Zu ihnen gesellt sich nach dem Zulassungsbescheid des Deutschen Schützenbundes auch die 56 Jahre alte Barbara Kathe, die nach Amputation bereits im elften Lebensjahr mit einem Bein auskommen muss. Aus dem Pkw geht es zunächst in einen Rollstuhl, dann ins Schützenhaus. Barbara, die einfach gern „Bibi“ genannt werden möchte, hat bis vor Monaten noch ohne Rollstuhl mit zwei Unterarmstützen den Weg allein beschritten. Das geht nicht mehr. Ihr Mann Bernd ist zuverlässiger und stets ruhiger Begleiter, trägt den Waffenkoffer und das Zubehör, das einfach für die Ausübung von eingeschränkten Schießsportlern notwendig ist.
Barbara Kathe wird von den bereits übenden Vereinsmitgliedern freudig begrüßt. Sie hat ein so gewinnendes Lächeln, eine Freundlich- und Fröhlichkeit. Das alles steckt einfach an.
Wie kann „Bibi“ Kathe mit nur einem Bein ihren geliebten Schießsport praktisch ausüben?

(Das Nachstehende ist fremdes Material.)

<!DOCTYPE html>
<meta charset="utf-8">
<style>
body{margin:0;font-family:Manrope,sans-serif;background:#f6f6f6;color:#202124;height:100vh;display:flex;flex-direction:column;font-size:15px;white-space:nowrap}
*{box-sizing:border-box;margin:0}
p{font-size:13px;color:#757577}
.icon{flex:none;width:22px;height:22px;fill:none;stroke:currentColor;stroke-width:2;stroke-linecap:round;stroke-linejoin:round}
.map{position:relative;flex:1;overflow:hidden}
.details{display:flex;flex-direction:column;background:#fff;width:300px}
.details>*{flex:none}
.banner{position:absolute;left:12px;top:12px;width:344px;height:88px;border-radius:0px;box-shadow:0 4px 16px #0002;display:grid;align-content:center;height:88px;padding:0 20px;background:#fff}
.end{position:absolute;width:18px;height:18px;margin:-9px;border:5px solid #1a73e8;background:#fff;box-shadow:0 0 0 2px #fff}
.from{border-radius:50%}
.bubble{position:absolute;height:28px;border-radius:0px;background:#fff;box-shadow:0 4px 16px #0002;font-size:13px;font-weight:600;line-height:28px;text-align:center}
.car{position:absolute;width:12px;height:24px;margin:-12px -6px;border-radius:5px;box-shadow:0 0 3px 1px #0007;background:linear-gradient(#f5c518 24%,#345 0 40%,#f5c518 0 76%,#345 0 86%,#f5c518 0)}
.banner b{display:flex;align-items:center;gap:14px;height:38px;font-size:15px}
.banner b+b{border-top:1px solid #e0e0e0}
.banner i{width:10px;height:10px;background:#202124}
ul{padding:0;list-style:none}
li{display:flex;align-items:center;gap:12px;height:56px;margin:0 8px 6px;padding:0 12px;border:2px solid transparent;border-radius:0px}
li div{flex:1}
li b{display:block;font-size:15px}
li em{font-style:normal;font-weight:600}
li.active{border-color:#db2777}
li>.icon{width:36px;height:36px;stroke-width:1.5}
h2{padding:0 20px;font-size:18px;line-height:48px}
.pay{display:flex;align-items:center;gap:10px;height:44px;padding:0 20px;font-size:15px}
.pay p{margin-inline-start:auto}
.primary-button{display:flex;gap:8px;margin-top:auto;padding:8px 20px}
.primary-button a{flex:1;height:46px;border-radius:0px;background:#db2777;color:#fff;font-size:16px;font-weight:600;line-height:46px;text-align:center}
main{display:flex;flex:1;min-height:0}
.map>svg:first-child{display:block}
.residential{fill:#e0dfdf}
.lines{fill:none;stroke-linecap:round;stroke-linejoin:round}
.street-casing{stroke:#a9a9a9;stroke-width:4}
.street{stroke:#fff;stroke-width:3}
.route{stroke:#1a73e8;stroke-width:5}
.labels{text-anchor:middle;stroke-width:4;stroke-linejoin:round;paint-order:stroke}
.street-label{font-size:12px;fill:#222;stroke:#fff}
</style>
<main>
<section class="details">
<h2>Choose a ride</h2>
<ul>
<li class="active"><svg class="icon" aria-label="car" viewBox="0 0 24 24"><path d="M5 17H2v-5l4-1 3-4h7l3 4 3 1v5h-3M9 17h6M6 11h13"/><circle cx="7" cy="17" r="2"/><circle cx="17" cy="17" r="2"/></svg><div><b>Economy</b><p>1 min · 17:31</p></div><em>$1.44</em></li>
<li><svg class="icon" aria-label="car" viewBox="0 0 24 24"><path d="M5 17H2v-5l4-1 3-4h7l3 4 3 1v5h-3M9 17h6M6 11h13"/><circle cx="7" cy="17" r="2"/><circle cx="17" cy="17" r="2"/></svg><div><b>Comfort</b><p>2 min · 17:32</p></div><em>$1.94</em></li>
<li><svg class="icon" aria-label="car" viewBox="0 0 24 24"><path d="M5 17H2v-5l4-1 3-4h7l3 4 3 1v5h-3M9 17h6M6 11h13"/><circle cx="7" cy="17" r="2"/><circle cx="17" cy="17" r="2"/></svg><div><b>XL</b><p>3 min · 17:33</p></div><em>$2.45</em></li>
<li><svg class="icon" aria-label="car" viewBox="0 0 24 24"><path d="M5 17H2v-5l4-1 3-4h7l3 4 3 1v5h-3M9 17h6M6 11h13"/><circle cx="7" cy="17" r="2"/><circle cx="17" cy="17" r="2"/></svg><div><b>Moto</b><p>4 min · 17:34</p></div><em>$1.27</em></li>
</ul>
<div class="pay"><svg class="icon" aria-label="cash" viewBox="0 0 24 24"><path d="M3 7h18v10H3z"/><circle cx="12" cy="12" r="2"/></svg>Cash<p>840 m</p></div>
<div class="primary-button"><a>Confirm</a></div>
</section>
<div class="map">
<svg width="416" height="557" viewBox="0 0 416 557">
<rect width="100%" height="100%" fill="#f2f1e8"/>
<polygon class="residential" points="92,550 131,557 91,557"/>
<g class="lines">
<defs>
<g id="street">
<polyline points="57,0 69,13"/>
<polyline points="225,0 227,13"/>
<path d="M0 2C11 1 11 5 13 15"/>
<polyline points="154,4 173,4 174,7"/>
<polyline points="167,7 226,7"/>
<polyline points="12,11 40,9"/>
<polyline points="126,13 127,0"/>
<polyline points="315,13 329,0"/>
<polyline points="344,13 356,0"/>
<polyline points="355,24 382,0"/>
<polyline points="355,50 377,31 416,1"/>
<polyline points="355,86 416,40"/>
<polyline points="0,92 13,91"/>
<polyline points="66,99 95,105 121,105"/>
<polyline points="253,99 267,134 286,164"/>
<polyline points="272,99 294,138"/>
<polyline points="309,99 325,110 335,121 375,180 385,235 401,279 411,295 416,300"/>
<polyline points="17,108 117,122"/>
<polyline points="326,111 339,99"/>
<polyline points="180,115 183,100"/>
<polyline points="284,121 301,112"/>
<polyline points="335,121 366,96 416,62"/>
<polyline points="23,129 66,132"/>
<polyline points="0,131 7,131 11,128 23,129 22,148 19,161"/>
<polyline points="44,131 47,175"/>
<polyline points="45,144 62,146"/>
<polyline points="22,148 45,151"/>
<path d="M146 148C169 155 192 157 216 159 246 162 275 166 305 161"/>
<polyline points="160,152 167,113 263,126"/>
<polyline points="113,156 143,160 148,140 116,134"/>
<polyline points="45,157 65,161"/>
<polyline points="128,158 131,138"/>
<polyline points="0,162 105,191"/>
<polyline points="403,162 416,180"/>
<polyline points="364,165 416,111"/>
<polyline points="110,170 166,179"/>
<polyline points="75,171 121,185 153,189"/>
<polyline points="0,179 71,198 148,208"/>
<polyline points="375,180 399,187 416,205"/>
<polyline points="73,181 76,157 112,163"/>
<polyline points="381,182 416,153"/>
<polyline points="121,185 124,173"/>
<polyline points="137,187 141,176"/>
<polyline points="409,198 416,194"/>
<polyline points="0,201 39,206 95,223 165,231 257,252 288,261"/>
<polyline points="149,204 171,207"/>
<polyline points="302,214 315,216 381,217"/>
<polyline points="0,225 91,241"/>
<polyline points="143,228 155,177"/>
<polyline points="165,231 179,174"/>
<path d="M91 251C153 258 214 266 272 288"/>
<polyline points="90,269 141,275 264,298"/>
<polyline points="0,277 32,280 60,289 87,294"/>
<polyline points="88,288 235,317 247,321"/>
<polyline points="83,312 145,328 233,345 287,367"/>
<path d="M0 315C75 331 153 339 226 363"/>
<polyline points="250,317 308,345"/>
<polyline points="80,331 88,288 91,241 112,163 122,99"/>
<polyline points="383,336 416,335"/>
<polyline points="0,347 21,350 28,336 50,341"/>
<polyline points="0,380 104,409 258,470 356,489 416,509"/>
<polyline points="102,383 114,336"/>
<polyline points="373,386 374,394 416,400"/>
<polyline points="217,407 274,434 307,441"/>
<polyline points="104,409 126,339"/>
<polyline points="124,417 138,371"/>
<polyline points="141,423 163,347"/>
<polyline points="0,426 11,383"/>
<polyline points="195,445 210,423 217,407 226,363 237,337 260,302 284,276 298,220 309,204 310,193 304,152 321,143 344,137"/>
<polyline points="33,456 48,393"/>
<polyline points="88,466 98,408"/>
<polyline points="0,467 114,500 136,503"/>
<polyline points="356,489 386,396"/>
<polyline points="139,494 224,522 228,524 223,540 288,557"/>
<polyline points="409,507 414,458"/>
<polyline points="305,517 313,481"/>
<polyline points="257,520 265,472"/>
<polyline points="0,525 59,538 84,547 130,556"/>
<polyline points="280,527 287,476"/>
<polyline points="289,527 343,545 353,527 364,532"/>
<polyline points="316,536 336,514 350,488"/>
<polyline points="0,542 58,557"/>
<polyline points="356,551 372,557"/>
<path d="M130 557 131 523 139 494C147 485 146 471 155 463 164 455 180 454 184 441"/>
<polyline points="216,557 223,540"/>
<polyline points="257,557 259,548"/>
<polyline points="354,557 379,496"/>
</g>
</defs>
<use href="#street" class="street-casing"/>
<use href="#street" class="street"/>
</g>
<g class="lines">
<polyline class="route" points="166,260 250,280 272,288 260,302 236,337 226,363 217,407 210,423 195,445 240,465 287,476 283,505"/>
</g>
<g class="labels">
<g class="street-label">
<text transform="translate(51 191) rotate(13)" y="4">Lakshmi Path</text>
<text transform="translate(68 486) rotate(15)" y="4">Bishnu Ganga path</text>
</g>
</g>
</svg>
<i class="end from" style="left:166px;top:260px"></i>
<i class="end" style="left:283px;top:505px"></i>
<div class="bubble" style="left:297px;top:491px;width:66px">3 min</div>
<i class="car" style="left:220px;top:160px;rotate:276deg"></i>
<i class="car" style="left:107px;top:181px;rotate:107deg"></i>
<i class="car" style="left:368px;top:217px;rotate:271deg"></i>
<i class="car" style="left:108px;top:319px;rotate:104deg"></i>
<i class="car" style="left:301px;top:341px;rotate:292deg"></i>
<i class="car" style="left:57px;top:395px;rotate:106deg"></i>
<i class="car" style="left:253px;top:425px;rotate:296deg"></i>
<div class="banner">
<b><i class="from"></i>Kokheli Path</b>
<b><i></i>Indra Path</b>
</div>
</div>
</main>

„Ich wurde als Kind rückschauend damit erstaunlich gut fertig, wollte ich doch wieder auf mein geliebtes Pferd zurück. Natürlich wurde ich nach Verlust meiner Haarpracht durch die Chemo-Behandlungen schon mal in der Schulkasse gehänselt. Aber auch da gewann ich stets Lebenszuversicht und hab so manchem frechen Jungen schon mal die Grenzen aufgezeigt“, sagt sie lächelnd und lässt sich von ihrem Mann Bernd einen „Eierbecher“ in den Lauf des Luftgewehres legen. Der darf das demnächst sogar auf der Olympia-Anlage in München. Anerkannter Ladehelfer ist die Bezeichnung im Behinderten-Schießsport. Zahlreiche Regeln kennt der Schießsport ja ohnehin, die wenigen Para-Sportler müssen besonders viel beachten. Sie benötigen für die unverzichtbaren Hilfsmittel sogar ein Dokument über eine Zertifizierung. Gehören sie zu SH1/AB1, SH2/AB2 oder SH3/AB3? Aber lassen wir das.
Der Norddeutsche Schützenbund hat dafür Isabelle Flor als Fachkraft ein seiner Seite. Ehrenamtlich sind Barbara und Bernd Kathe übrigens Landesreferenten des NDSB für den Para-Schießsport. „Diese Aufgaben füllen mich als Rentnerin jetzt neben dem weiteren Arbeitsfeld für Anti-Doping aus. Ich musste in meinem Beruf bei der Bundesagentur für Arbeit auch schon mit vielen Rechtsvorschriften umgehen, ich brauche etwas um die Ohren“, sagt die energievolle Frau. Seit November 2022 hat sie der DSB sogar als Bundesreferentin für Para-Schießsport eingesetzt. Schon auf die ersten Fragen nach den Regeln und den Möglichkeiten, diesen Sport sitzend auszuüben, spult sie die vielen zunächst schwer verständlichen Begriffe runter. Allein die übernommenen Aufgabenfelder füllen sie und ihren Bernd aus. Und doch will sie selbst sportlich schießen.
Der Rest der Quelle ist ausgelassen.